Galilee: History, Politics, People

By Richard A. Horseley
Valley Forge, PA : Trinity Press International (1995). viii + 357 Pages.

Reviewed by Dr. Dennis Swanson
11.1 (Spring 2000) : 127-128

The author, professor of Religion and Classics at the University of Massachusetts, has produced a work of significant research dealing with the sociopolitical and economic forces at work in the region of Galilee during the NT era. The work seeks to fill a void the author detects in studies of the region. He states, “Renewed pursuit of the historical Jesus, critical studies of rabbinic literature, and intensified archaeological explorations have led to revived interest in Galilee” (1), and “Previous understandings of Galilee were ill-prepared for this sudden revival of interest and information”(ibid.).

However, the reader who has any regard for the Bible at all will be significantly disappointed in both the methodology and results of the author’s efforts. The author takes an extreme “minimalist” view of Scripture in relation to historical data. He introduces his historical methodology by informing the reader, “I will generally avoid using the Gospels as sources for life in Galilee. The use of synoptic or Johannine Gospel traditions as historical source for Galilee is just as problematic for using them as sources for the historical Jesus” (14). He also flies in the face of an enormous corpus of even secular literature when he states, “Luke [the gospel of], of course seems the least trustworthy; he often writes patterns from elsewhere in the Hellenistic-Roman world into the scenes set in Galilee” (ibid.), or to put it plainly, he feels that Luke simply creates episodes and places them into Galilee settings for “effect.” Whereas he gives almost no credibility to Scriptural accounts, he views rabbinic literature as very important, and details an amazing list of its benefits in his study (14-15).

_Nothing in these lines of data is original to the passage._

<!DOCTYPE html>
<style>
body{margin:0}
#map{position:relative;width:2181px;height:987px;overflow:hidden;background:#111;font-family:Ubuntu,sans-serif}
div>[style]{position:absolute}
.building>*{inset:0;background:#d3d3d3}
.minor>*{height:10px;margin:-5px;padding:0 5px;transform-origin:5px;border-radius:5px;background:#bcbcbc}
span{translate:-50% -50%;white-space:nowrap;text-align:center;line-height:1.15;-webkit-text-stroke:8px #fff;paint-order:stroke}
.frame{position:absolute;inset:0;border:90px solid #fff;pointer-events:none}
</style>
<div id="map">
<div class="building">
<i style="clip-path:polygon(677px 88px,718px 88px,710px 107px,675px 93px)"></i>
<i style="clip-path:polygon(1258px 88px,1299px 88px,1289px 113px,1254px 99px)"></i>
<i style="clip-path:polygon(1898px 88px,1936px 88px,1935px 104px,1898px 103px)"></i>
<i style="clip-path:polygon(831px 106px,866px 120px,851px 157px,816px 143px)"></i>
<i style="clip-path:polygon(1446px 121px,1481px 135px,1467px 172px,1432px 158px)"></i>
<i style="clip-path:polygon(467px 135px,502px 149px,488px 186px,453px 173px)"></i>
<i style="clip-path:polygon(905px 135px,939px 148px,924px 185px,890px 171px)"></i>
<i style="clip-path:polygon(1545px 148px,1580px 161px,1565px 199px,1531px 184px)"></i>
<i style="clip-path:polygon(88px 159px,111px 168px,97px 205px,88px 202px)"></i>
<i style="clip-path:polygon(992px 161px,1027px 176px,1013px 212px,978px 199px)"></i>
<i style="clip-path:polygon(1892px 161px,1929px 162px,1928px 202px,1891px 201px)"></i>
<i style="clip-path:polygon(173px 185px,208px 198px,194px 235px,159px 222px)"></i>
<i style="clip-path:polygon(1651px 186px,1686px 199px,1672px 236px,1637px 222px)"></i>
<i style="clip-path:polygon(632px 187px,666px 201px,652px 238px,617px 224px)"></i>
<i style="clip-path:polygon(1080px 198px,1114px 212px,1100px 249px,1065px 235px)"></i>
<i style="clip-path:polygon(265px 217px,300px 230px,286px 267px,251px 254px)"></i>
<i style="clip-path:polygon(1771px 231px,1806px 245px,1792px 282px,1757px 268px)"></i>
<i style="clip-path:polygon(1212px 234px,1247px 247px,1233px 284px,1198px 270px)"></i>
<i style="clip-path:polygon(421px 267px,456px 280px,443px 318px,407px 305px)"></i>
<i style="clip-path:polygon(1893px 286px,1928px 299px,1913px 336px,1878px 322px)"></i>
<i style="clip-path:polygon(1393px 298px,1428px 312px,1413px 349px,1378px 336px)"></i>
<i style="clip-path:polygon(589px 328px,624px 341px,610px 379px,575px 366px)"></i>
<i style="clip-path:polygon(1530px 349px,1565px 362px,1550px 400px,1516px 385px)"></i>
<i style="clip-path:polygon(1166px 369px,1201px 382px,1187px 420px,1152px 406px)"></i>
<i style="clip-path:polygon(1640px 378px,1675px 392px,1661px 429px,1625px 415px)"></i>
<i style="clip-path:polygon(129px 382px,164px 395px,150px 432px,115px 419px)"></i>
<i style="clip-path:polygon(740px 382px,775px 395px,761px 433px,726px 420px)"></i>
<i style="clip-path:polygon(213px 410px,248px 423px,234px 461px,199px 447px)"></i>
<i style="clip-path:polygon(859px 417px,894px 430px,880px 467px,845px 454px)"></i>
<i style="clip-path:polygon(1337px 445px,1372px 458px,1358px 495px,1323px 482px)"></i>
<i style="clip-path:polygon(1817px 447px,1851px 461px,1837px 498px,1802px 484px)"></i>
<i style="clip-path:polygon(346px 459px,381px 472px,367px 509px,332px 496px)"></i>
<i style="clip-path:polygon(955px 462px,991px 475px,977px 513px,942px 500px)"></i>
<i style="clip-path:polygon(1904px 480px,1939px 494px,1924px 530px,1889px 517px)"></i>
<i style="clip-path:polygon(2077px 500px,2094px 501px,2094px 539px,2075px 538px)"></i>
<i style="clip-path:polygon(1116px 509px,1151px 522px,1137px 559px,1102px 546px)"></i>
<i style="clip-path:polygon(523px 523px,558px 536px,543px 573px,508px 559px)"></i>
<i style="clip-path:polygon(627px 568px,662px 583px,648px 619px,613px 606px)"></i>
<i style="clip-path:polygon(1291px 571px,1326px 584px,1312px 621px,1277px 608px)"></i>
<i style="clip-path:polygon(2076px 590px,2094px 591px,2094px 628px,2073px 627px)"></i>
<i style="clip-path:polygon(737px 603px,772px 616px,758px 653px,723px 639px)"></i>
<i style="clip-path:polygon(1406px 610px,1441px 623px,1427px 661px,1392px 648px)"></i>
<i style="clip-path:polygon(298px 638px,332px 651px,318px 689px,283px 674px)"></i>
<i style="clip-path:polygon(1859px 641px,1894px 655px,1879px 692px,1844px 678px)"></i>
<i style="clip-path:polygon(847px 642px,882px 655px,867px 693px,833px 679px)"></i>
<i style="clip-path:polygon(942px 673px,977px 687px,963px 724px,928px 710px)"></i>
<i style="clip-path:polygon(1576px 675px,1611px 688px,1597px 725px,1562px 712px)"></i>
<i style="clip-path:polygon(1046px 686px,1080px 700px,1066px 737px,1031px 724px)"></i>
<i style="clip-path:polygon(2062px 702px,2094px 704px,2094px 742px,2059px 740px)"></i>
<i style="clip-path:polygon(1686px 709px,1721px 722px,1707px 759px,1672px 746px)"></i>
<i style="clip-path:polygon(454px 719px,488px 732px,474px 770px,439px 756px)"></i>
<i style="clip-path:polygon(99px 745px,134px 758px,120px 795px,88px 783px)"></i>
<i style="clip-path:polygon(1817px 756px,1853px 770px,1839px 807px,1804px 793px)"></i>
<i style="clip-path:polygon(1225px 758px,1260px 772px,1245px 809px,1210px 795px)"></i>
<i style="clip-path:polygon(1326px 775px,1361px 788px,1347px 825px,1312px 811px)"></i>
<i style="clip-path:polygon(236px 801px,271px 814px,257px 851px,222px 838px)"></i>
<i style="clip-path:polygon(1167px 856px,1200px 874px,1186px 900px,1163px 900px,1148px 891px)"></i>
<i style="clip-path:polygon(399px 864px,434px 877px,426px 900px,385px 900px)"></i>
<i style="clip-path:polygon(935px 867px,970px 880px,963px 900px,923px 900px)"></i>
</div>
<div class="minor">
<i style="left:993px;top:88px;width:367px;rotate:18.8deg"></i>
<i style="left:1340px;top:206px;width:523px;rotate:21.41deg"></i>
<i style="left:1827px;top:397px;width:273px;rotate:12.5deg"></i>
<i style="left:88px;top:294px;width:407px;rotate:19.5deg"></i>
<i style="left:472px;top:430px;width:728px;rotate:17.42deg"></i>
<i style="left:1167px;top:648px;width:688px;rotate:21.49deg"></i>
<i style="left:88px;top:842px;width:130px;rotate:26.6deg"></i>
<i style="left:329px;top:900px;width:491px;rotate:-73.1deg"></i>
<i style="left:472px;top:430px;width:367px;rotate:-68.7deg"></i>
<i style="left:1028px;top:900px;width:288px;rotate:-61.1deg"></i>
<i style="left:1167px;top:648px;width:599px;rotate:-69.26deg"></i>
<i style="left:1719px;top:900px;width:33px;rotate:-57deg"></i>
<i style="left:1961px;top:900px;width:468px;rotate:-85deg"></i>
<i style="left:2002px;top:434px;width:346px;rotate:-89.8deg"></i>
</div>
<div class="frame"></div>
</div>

Though the author presents a great deal of material in a clearly well-researched and well-documented work, his goal seems to be more often than not to discredit every conclusion about Galilee that previous scholars had reached. His chief target is Sean Freyne and his classic work Galilee, from Alexander the Great to Hadrian, 323 B.C.E. to 135 C.E.: a study of Second Temple Judaism (Univ. of Notre Dame, 1980). Citing Freyne’s work more than two dozen times, the author always disagrees with him, often in a disparaging manner (e.g., 294 n.; 300 n.). Also he is critical of the archaeological work of Eric and Carol Meyers and James F. Strange, especially their Excavations at Ancient Meiron, Upper Galilee, Israel: 1971-72, 1974-75, 1977 (Cambridge, Mass.: ASOR, 1981), cautioning his readers to use their work with a “critical eye” (296 n.). However, he deals with these authors only briefly in the endnotes, never directly in the text of the work. He never gives their work or conclusions a hearing or presents it in what could be described as an even-handed manner. Even the groundbreaking works of Yohanan Aharoni (e.g., Galilean Survey: Israelite Settlements and the Pottery and The Settlement of the Israelite Tribes in Upper Galilee) receive no mention.

This work, though scholarly, is too often a set of assertions by the author on one hand and the “out of hand” dismissals of positions contrary to his own with little if any interaction (e.g., his rejection of the historicity of the account of Yohanan ben Zakkai and Jamnia council in Galilee, 94-99). It is a thoroughly disappointing production that has little to commend it. The reader is well advised to continue referring to Sean Freyne for Galilee studies.